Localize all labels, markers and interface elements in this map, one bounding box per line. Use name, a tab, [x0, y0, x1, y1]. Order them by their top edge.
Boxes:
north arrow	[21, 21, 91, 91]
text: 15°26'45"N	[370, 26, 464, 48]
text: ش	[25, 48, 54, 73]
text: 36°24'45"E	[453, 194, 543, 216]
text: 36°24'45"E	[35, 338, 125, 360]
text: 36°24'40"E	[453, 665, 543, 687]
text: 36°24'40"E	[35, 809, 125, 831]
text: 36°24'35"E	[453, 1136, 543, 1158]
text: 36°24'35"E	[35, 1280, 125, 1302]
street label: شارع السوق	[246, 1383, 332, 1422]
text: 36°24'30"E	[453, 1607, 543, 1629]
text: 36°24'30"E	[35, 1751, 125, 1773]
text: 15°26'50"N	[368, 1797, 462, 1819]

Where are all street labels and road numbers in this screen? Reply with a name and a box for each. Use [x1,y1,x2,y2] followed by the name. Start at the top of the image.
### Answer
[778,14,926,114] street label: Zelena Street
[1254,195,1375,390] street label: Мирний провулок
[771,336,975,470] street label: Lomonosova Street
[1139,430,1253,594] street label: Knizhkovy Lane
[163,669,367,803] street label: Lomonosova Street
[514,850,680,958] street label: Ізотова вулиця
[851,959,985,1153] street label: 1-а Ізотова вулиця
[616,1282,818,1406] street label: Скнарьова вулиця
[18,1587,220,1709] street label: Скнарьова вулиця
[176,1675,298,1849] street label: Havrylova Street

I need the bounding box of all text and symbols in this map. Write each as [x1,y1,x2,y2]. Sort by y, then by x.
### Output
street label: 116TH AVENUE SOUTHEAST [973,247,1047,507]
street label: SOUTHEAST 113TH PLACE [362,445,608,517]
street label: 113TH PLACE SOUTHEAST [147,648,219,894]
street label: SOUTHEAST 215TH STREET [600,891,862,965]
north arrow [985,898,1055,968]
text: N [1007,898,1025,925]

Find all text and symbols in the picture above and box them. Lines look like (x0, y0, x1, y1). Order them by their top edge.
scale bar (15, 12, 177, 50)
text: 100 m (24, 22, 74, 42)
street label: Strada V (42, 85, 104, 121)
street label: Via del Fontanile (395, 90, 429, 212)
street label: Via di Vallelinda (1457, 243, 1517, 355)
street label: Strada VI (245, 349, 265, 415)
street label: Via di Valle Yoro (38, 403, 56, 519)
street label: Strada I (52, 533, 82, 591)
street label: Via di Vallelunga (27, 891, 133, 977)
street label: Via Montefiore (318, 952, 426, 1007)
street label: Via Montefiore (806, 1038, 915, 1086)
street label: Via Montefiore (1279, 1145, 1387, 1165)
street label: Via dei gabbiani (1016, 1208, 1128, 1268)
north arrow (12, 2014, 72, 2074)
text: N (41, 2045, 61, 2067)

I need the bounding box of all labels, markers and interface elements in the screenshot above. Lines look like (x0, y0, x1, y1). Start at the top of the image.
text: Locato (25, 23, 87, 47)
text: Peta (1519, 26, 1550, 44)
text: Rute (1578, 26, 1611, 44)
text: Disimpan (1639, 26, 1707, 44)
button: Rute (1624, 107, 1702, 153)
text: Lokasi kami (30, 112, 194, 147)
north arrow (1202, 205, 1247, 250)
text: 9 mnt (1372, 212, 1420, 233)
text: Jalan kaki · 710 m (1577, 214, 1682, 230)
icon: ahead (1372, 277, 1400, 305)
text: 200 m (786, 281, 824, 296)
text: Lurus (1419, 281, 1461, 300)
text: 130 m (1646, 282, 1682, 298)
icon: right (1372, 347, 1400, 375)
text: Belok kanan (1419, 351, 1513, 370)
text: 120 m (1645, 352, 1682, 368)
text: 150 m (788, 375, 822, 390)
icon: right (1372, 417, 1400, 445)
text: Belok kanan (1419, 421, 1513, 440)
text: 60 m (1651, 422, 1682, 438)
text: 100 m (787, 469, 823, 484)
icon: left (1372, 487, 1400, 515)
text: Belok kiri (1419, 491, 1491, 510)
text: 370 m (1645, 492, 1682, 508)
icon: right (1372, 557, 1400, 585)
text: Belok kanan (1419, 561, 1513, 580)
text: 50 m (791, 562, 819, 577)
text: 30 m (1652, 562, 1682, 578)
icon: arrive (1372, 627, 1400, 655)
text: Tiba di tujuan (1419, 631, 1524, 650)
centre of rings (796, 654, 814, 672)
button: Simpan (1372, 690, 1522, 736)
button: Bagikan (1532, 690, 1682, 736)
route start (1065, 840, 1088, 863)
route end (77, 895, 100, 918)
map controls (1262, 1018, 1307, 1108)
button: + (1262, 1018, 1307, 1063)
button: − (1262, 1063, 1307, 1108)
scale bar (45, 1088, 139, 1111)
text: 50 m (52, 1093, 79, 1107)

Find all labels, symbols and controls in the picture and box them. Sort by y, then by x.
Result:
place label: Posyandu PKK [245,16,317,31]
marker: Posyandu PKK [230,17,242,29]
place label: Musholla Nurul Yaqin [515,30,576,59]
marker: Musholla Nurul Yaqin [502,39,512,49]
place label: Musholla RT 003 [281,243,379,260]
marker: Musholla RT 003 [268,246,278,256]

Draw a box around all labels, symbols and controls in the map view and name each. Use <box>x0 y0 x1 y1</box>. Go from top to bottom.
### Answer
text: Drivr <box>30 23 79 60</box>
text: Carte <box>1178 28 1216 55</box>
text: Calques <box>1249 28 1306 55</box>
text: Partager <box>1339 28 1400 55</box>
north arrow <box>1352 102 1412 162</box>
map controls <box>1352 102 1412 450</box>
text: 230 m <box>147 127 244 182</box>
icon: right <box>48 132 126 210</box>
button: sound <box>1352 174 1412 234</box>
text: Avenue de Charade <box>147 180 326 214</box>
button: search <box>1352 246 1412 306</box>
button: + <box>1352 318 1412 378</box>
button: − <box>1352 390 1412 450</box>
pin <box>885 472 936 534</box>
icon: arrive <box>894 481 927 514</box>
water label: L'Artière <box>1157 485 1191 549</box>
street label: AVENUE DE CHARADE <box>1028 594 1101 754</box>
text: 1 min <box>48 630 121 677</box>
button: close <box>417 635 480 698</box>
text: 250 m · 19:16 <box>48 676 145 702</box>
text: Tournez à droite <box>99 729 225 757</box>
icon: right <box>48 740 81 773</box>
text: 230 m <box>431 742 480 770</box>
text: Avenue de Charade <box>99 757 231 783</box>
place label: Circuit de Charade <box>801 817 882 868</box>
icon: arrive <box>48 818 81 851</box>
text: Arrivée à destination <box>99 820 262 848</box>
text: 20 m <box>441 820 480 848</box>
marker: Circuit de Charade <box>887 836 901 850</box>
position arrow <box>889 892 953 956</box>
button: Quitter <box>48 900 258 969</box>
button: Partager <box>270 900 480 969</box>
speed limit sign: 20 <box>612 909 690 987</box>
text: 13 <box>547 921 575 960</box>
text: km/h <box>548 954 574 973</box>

▶ _Exercise_: Print all of the lines above so that each one matches its original exactly.

▶ _Task solution_:
Localize all labels, markers and interface elements in this map, one bounding box per line. Use name, a tab, [x0, y0, x1, y1]. Order them by their top edge.
Boxes:
north arrow	[21, 21, 91, 91]
text: 15°26'45"N	[370, 26, 464, 48]
text: ش	[25, 48, 54, 73]
text: 36°24'45"E	[453, 194, 543, 216]
text: 36°24'45"E	[35, 338, 125, 360]
text: 36°24'40"E	[453, 665, 543, 687]
text: 36°24'40"E	[35, 809, 125, 831]
text: 36°24'35"E	[453, 1136, 543, 1158]
text: 36°24'35"E	[35, 1280, 125, 1302]
street label: شارع السوق	[246, 1383, 332, 1422]
text: 36°24'30"E	[453, 1607, 543, 1629]
text: 36°24'30"E	[35, 1751, 125, 1773]
text: 15°26'50"N	[368, 1797, 462, 1819]

Where are all street labels and road numbers in this screen? Reply with a name and a box for each. Use [x1,y1,x2,y2] followed by the name. Start at the top of the image.
### Answer
[778,14,926,114] street label: Zelena Street
[1254,195,1375,390] street label: Мирний провулок
[771,336,975,470] street label: Lomonosova Street
[1139,430,1253,594] street label: Knizhkovy Lane
[163,669,367,803] street label: Lomonosova Street
[514,850,680,958] street label: Ізотова вулиця
[851,959,985,1153] street label: 1-а Ізотова вулиця
[616,1282,818,1406] street label: Скнарьова вулиця
[18,1587,220,1709] street label: Скнарьова вулиця
[176,1675,298,1849] street label: Havrylova Street

I need the bounding box of all text and symbols in this map. Write each as [x1,y1,x2,y2]. Sort by y, then by x.
### Output
street label: 116TH AVENUE SOUTHEAST [973,247,1047,507]
street label: SOUTHEAST 113TH PLACE [362,445,608,517]
street label: 113TH PLACE SOUTHEAST [147,648,219,894]
street label: SOUTHEAST 215TH STREET [600,891,862,965]
north arrow [985,898,1055,968]
text: N [1007,898,1025,925]

Find all text and symbols in the picture above and box them. Lines look like (x0, y0, x1, y1). Order them by their top edge.
scale bar (15, 12, 177, 50)
text: 100 m (24, 22, 74, 42)
street label: Strada V (42, 85, 104, 121)
street label: Via del Fontanile (395, 90, 429, 212)
street label: Via di Vallelinda (1457, 243, 1517, 355)
street label: Strada VI (245, 349, 265, 415)
street label: Via di Valle Yoro (38, 403, 56, 519)
street label: Strada I (52, 533, 82, 591)
street label: Via di Vallelunga (27, 891, 133, 977)
street label: Via Montefiore (318, 952, 426, 1007)
street label: Via Montefiore (806, 1038, 915, 1086)
street label: Via Montefiore (1279, 1145, 1387, 1165)
street label: Via dei gabbiani (1016, 1208, 1128, 1268)
north arrow (12, 2014, 72, 2074)
text: N (41, 2045, 61, 2067)

I need the bounding box of all labels, markers and interface elements in the screenshot above. Lines look like (x0, y0, x1, y1). Start at the top of the image.
text: Locato (25, 23, 87, 47)
text: Peta (1519, 26, 1550, 44)
text: Rute (1578, 26, 1611, 44)
text: Disimpan (1639, 26, 1707, 44)
button: Rute (1624, 107, 1702, 153)
text: Lokasi kami (30, 112, 194, 147)
north arrow (1202, 205, 1247, 250)
text: 9 mnt (1372, 212, 1420, 233)
text: Jalan kaki · 710 m (1577, 214, 1682, 230)
icon: ahead (1372, 277, 1400, 305)
text: 200 m (786, 281, 824, 296)
text: Lurus (1419, 281, 1461, 300)
text: 130 m (1646, 282, 1682, 298)
icon: right (1372, 347, 1400, 375)
text: Belok kanan (1419, 351, 1513, 370)
text: 120 m (1645, 352, 1682, 368)
text: 150 m (788, 375, 822, 390)
icon: right (1372, 417, 1400, 445)
text: Belok kanan (1419, 421, 1513, 440)
text: 60 m (1651, 422, 1682, 438)
text: 100 m (787, 469, 823, 484)
icon: left (1372, 487, 1400, 515)
text: Belok kiri (1419, 491, 1491, 510)
text: 370 m (1645, 492, 1682, 508)
icon: right (1372, 557, 1400, 585)
text: Belok kanan (1419, 561, 1513, 580)
text: 50 m (791, 562, 819, 577)
text: 30 m (1652, 562, 1682, 578)
icon: arrive (1372, 627, 1400, 655)
text: Tiba di tujuan (1419, 631, 1524, 650)
centre of rings (796, 654, 814, 672)
button: Simpan (1372, 690, 1522, 736)
button: Bagikan (1532, 690, 1682, 736)
route start (1065, 840, 1088, 863)
route end (77, 895, 100, 918)
map controls (1262, 1018, 1307, 1108)
button: + (1262, 1018, 1307, 1063)
button: − (1262, 1063, 1307, 1108)
scale bar (45, 1088, 139, 1111)
text: 50 m (52, 1093, 79, 1107)

Find all labels, symbols and controls in the picture and box them. Sort by y, then by x.
Result:
place label: Posyandu PKK [245,16,317,31]
marker: Posyandu PKK [230,17,242,29]
place label: Musholla Nurul Yaqin [515,30,576,59]
marker: Musholla Nurul Yaqin [502,39,512,49]
place label: Musholla RT 003 [281,243,379,260]
marker: Musholla RT 003 [268,246,278,256]

Draw a box around all labels, symbols and controls in the map view and name each. Use <box>x0 y0 x1 y1</box>. Go from top to bottom.
### Answer
text: Drivr <box>30 23 79 60</box>
text: Carte <box>1178 28 1216 55</box>
text: Calques <box>1249 28 1306 55</box>
text: Partager <box>1339 28 1400 55</box>
north arrow <box>1352 102 1412 162</box>
map controls <box>1352 102 1412 450</box>
text: 230 m <box>147 127 244 182</box>
icon: right <box>48 132 126 210</box>
button: sound <box>1352 174 1412 234</box>
text: Avenue de Charade <box>147 180 326 214</box>
button: search <box>1352 246 1412 306</box>
button: + <box>1352 318 1412 378</box>
button: − <box>1352 390 1412 450</box>
pin <box>885 472 936 534</box>
icon: arrive <box>894 481 927 514</box>
water label: L'Artière <box>1157 485 1191 549</box>
street label: AVENUE DE CHARADE <box>1028 594 1101 754</box>
text: 1 min <box>48 630 121 677</box>
button: close <box>417 635 480 698</box>
text: 250 m · 19:16 <box>48 676 145 702</box>
text: Tournez à droite <box>99 729 225 757</box>
icon: right <box>48 740 81 773</box>
text: 230 m <box>431 742 480 770</box>
text: Avenue de Charade <box>99 757 231 783</box>
place label: Circuit de Charade <box>801 817 882 868</box>
icon: arrive <box>48 818 81 851</box>
text: Arrivée à destination <box>99 820 262 848</box>
text: 20 m <box>441 820 480 848</box>
marker: Circuit de Charade <box>887 836 901 850</box>
position arrow <box>889 892 953 956</box>
button: Quitter <box>48 900 258 969</box>
button: Partager <box>270 900 480 969</box>
speed limit sign: 20 <box>612 909 690 987</box>
text: 13 <box>547 921 575 960</box>
text: km/h <box>548 954 574 973</box>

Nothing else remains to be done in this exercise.